How do you foster that humility, as a leader?

Humility is about accepting that you don’t know everything and that you can either not know or have taken views that are wrong and that you are going to be able to come back and say, maybe there is a better way. There is an issue; you are now an executive or you are now the CEO of a company and you can’t stop yourself from thinking that I must be somebody. I must be really smart. The trap is, you forget what you had to do, in the past, to become an executive. What you had to do in the past, to become an executive or to become the CEO, is to listen, to make compromises, to ask open questions. Also, to engage people, so they tell you what you don’t know.

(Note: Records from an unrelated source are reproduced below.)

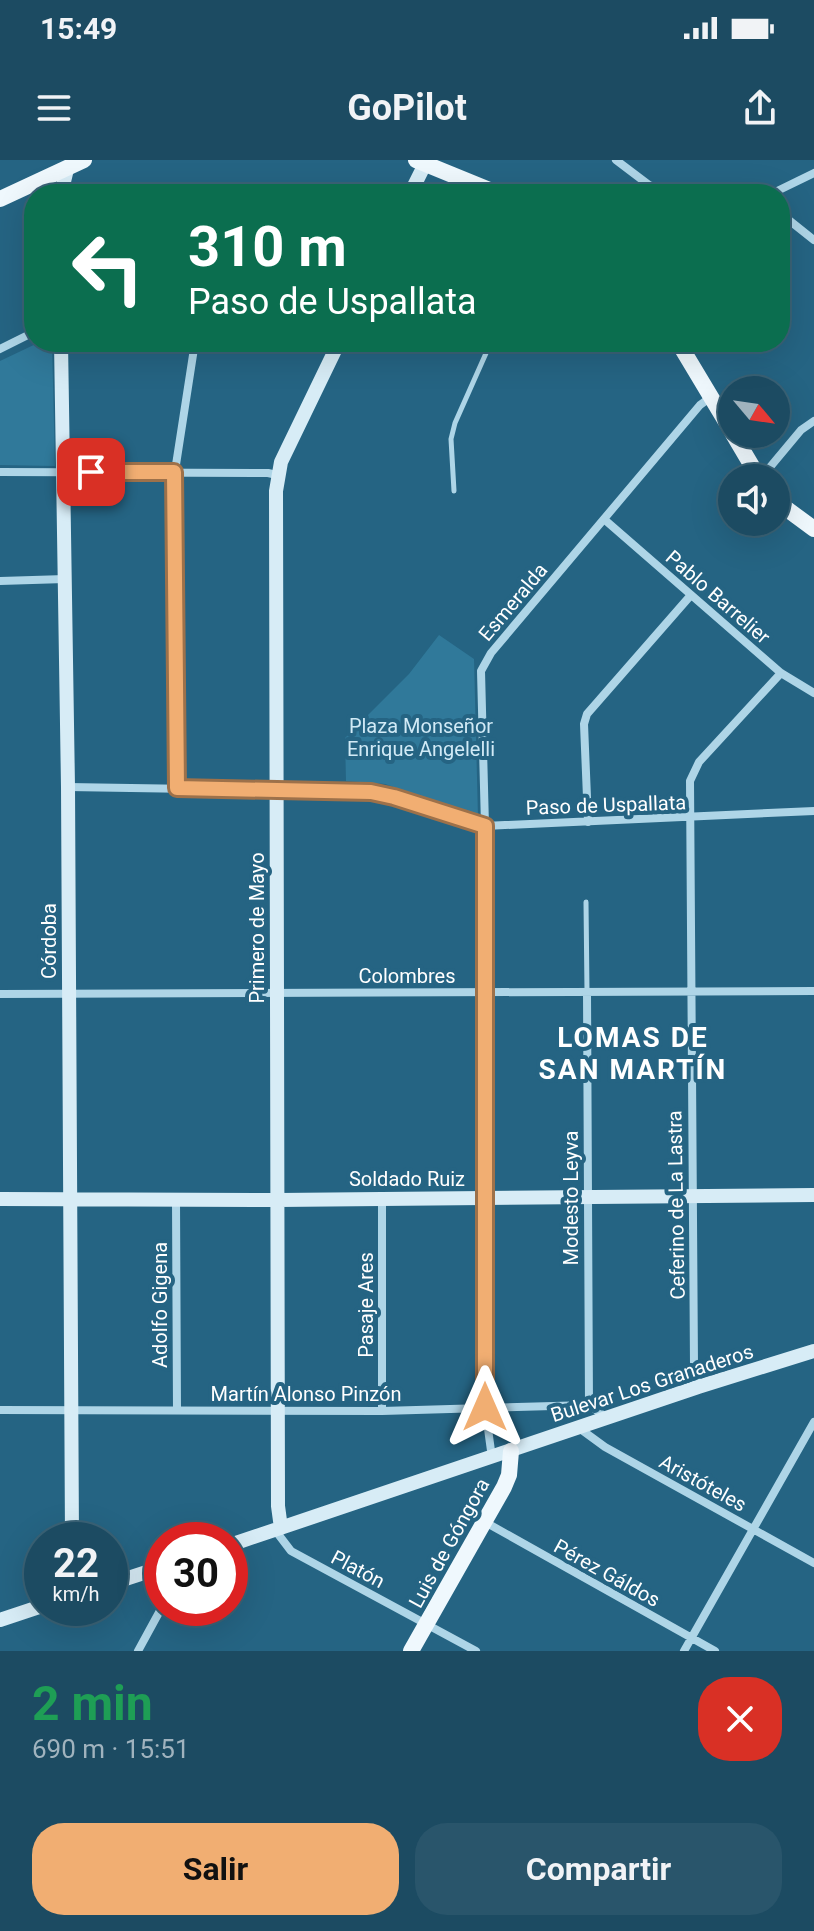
<!DOCTYPE html>
<html lang="es">
<head>
<meta charset="utf-8">
<style>
	:root { --surface:#1c4b62; --page:#29556b; --text:#f1f3f6; --muted:#a0b3be; --line:#3a6377; --accent:#f1ae72 }
	body { margin:0; font-family:Roboto,sans-serif; background:var(--page); color:var(--text); height:100vh; display:flex; flex-direction:column; font-size:30px; white-space:nowrap }
	* { box-sizing:border-box; margin:0 }
	p { font-size:26px; color:var(--muted) }
	.icon { flex:none; width:44px; height:44px; fill:none; stroke:currentColor; stroke-width:2; stroke-linecap:round; stroke-linejoin:round }
	.map { position:relative; height:1491px; overflow:hidden }
	.details { display:flex; flex-direction:column; background:var(--surface); flex:1 }
	.details>* { flex:none }
	.top-card { position:absolute; left:24px; top:24px; width:766px; height:168px; border-radius:32px; box-shadow:0 8px 32px #0002,0 0 0 2px var(--line); background:#0b6e4f; color:#fff; overflow:hidden }
	.needle { width:52px; rotate:119deg }
	.fabs { position:absolute; left:718px; top:216px; display:grid; gap:16px }
	.fabs a { display:grid; place-items:center; width:72px; height:72px; border-radius:50%; background:var(--surface); box-shadow:0 8px 32px #0002,0 0 0 2px var(--line); font-size:40px }
	.speed { position:absolute; left:24px; top:1362px; display:flex; gap:16px; font-size:40px; font-weight:700; text-align:center }
	.speed>* { display:grid; place-content:center; width:104px; height:104px; border-radius:50%; background:var(--surface); box-shadow:0 8px 32px #0002,0 0 0 2px var(--line); line-height:1 }
	.speed small { font-size:20px; font-weight:400 }
	.speed .limit { border:12px solid #d22; background:#fff; color:#111 }
	.pin { position:absolute; display:grid; place-items:center; width:68px; height:68px; color:#fff; margin:-34px; border-radius:16px; box-shadow:0 4px 12px #0006 }
	.me { position:absolute; width:88px; margin:-44px; rotate:0deg; stroke-linejoin:round; filter:drop-shadow(0 0 6px #0008) }
	.turn { display:flex; align-items:center; gap:28px; height:168px; padding:0 32px; font-size:36px }
	.turn .icon { width:104px; height:104px; stroke-width:2.5 }
	.turn b { display:block; font-size:56px; line-height:68px }
	.round { display:grid; place-items:center; flex:none; width:84px; height:84px; border-radius:32px; background:var(--page) }
	.summary { display:flex; align-items:center; justify-content:space-between; height:136px; padding:0 32px }
	h1 { font-size:48px; font-weight:700; line-height:60px; color:#1e9e55 }
	.cta { display:flex; gap:16px; margin-top:auto; padding:16px 32px }
	.cta a { flex:1; height:92px; border-radius:32px; background:var(--accent); color:#111; font-size:32px; font-weight:700; line-height:92px; text-align:center }
	.cta a+a { background:var(--page); color:var(--text) }
	.status { display:flex; justify-content:space-between; align-items:center; height:56px; padding:0 40px; background:var(--surface); direction:ltr }
	.status svg { height:22px; fill:currentColor }
	header { display:flex; justify-content:space-between; align-items:center; height:104px; padding:0 32px; background:var(--surface); font-size:36px; font-weight:700 }
	.map>svg:first-child { display:block }
	.green { fill:#30799a }
	.lines { fill:none; stroke-linecap:round; stroke-linejoin:round }
	.service { stroke:#aed5e7; stroke-width:5 }
	.minor { stroke:#aed5e7; stroke-width:8 }
	.secondary { stroke:#d7ecf6; stroke-width:14 }
	.primary { stroke:#eff8fd; stroke-width:16 }
	.route-casing { stroke:#9d714a; stroke-width:20 }
	.route { stroke:#f1ae72; stroke-width:14 }
	.labels { text-anchor:middle; stroke-width:8; stroke-linejoin:round; paint-order:stroke }
	.street-label { font-size:20px; fill:#fff; stroke:#256483 }
	.park-label { font-size:20px; fill:#d1eaf6; stroke:#256483 }
	.district-label { font-size:28px; font-weight:bold; letter-spacing:2px; fill:#fff; stroke:#256483 }
</style>
</head>
<body>
<div class="status"><b>15:49</b><svg viewBox="0 0 49 12"><path d="M0 12V9h3v3zM5 12V6h3v6zM10 12V3h3v9zM15 12V0h3v12zM26 1h20v11H26zM47 4h2v5h-2z"/></svg></div>
<header><svg class="icon" aria-label="menu" viewBox="0 0 24 24"><path d="M4 6h16M4 12h16M4 18h16"/></svg>GoPilot<svg class="icon" aria-label="share" viewBox="0 0 24 24"><path d="M12 15V3M7 8l5-5 5 5M5 13v7h14v-7"/></svg></header>
<div class="map">
<svg width="814" height="1491" viewBox="0 0 814 1491">
	<rect width="100%" height="100%" fill="#256483"/>
	<path class="green" d="M40 182H52L55 306 0 305V201Z
		M439 475 474 499 478 657 385 624 346 621 345 578 409 514Z"/>
	<g class="lines">
		<path class="service" d="M454 331 451 279 455 263 491 182
			M586 742 587 832"/>
		<path class="minor" d="M616 0 649 25 675 34
			M771 34 814 13
			M780 53 814 80
			M0 189 34 172
			M0 312 268 313 277 315
			M761 318 801 270 814 261
			M605 360 781 513 814 533
			M0 421 65 419
			M68 627 371 632 394 637 485 666 814 651
			M177 628 173 324 195 182
			M588 662 584 564 587 554 691 435
			M587 832 589 1245
			M0 834 814 831
			M176 1040 177 1250
			M698 1227 694 1205 690 621 699 602 781 513
			M0 1250 382 1251 589 1245 607 1258
			M382 1251V1039
			M579 1268 605 1287 814 1403
			M492 1298 485 1247V666L481 511 491 493 700 245 711 237
			M485 1362 715 1491
			M275 1370 291 1391 476 1491
			M138 1491 162 1447
			M684 1491 814 1262"/>
		<path class="secondary" d="M61 34 67 9
			M410 34 425 4
			M61 182 68 627 72 1380
			M0 1039 279 1040 814 1035
			M281 1368 278 1346 276 331 281 302 339 182
			M230 1385 698 1227 814 1191
			M110 1424 162 1407
			M0 1460 42 1446"/>
		<path class="primary" d="M416 0 499 34
			M0 39 84 0
			M678 182 732 272
			M733 274 759 318
			M776 341 814 369
			M411 1491 504 1327 509 1315 511 1291"/>
	</g>
	<g class="lines">
		<defs>
			<path id="route" d="M91 312H174L177 628 371 632 394 637 485 666V1247"/>
		</defs>
		<use href="#route" class="route-casing"/>
		<use href="#route" class="route"/>
	</g>
	<g class="labels">
		<g class="street-label">
			<text transform="translate(718 437) rotate(41)" y="7">Pablo Barrelier</text>
			<text transform="translate(513 442) rotate(-50)" y="7">Esmeralda</text>
			<text transform="translate(606 645) rotate(-2)" y="7">Paso de Uspallata</text>
			<text transform="translate(257 768) rotate(-90)" y="7">Primero de Mayo</text>
			<text transform="translate(49 781) rotate(-90)" y="7">Córdoba</text>
			<text x="407" y="823">Colombres</text>
			<text x="407" y="1026">Soldado Ruiz</text>
			<text transform="translate(571 1038) rotate(-90)" y="7">Modesto Leyva</text>
			<text transform="translate(676 1045) rotate(-91)" y="7">Ceferino de La Lastra</text>
			<text transform="translate(160 1145) rotate(-90)" y="7">Adolfo Gigena</text>
			<text transform="translate(366 1145) rotate(-90)" y="7">Pasaje Ares</text>
			<text transform="translate(652 1223) rotate(-18)" y="7">Bulevar Los Granaderos</text>
			<text x="306" y="1241">Martín Alonso Pinzón</text>
			<text transform="translate(703 1323) rotate(29)" y="7">Aristóteles</text>
			<text transform="translate(449 1383) rotate(-61)" y="7">Luis de Góngora</text>
			<text transform="translate(358 1409) rotate(28)" y="7">Platón</text>
			<text transform="translate(607 1413) rotate(29)" y="7">Pérez Gáldos</text>
		</g>
		<g class="park-label">
			<text x="421" y="573">Plaza Monseñor<tspan x="421" dy="23">Enrique Angelelli</tspan></text>
		</g>
		<g class="district-label">
			<text x="633" y="887">LOMAS DE<tspan x="633" dy="32">SAN MARTÍN</tspan></text>
		</g>
	</g>
</svg>
<div class="fabs">
<a><svg class="needle" viewBox="-14 -14 28 28"><path d="M0-13l5 13h-10z" fill="#e53935"/><path d="M0 13l5-13h-10z" fill="#a0b3be"/></svg></a>
<a><svg class="icon" aria-label="sound" viewBox="0 0 24 24"><path d="M4 9h4l5-4v14l-5-4H4zM17 9q2 3 0 6"/></svg></a>
</div>
<div class="speed"><div>22<small>km/h</small></div><div class="limit">30</div></div>
<div class="pin" style="left:91px;top:312px;background:#d93025"><svg class="icon" aria-label="arrive" viewBox="0 0 24 24"><path d="M6 21V4h12l-3 4 3 4H6"/></svg></div>
<svg class="me" style="left:485px;top:1247px" viewBox="-20 -20 40 40"><path d="M0-17L14 15 0 8-14 15z" fill="#f1ae72" stroke="#fff" stroke-width="4"/></svg>
<div class="top-card">
<div class="turn"><svg class="icon" aria-label="left" viewBox="0 0 24 24"><path d="M17 20v-9H6M10 6l-5 5 5 5"/></svg><div><b>310 m</b>Paso de Uspallata</div></div>
</div>
</div>
<section class="details">
<div class="summary"><div><h1>2 min</h1><p>690 m · 15:51</p></div><a class="round" style="background:#d93025;color:#fff"><svg class="icon" aria-label="close" viewBox="0 0 24 24"><path d="M6 6l12 12M18 6L6 18"/></svg></a></div>
<div class="cta"><a>Salir</a><a>Compartir</a></div>
</section>
</body>
</html>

The problem with becoming, all of a sudden, the boss, is that there is a tendency to say, well now I’m the boss, I know better. This is really the trap into which you should not fall. Let’s be honest, everybody, to a certain extent, falls into it. We’re all human. I must be good, if I have been appointed a division president, a CTO, a CEO; I really must be good. But you need to really make sure that you have the humility to accept that, because you are at the top, you don’t know it all. The information is down in the fields. There is too much information today, to process, for you to know it all. Therefore, you need to go and ask the questions, so people come up with the information. You have to have listened to other people’s input and your team’s input, and you can take the responsibility for making the difficult decisions.

What practices or procedures did you have, to ensure that you stayed humble, when you became the CEO?

That’s a very good question, because you should ask my wife. My wife, when I came back from work, from time to time – and sometimes I was travelling for a week, or something like that – all of a sudden, I come back home and you tend to behave as the boss. Coming back home is really a great time for you to know that, no, you are not the boss. People don’t have to suck it up. You become like you have always been.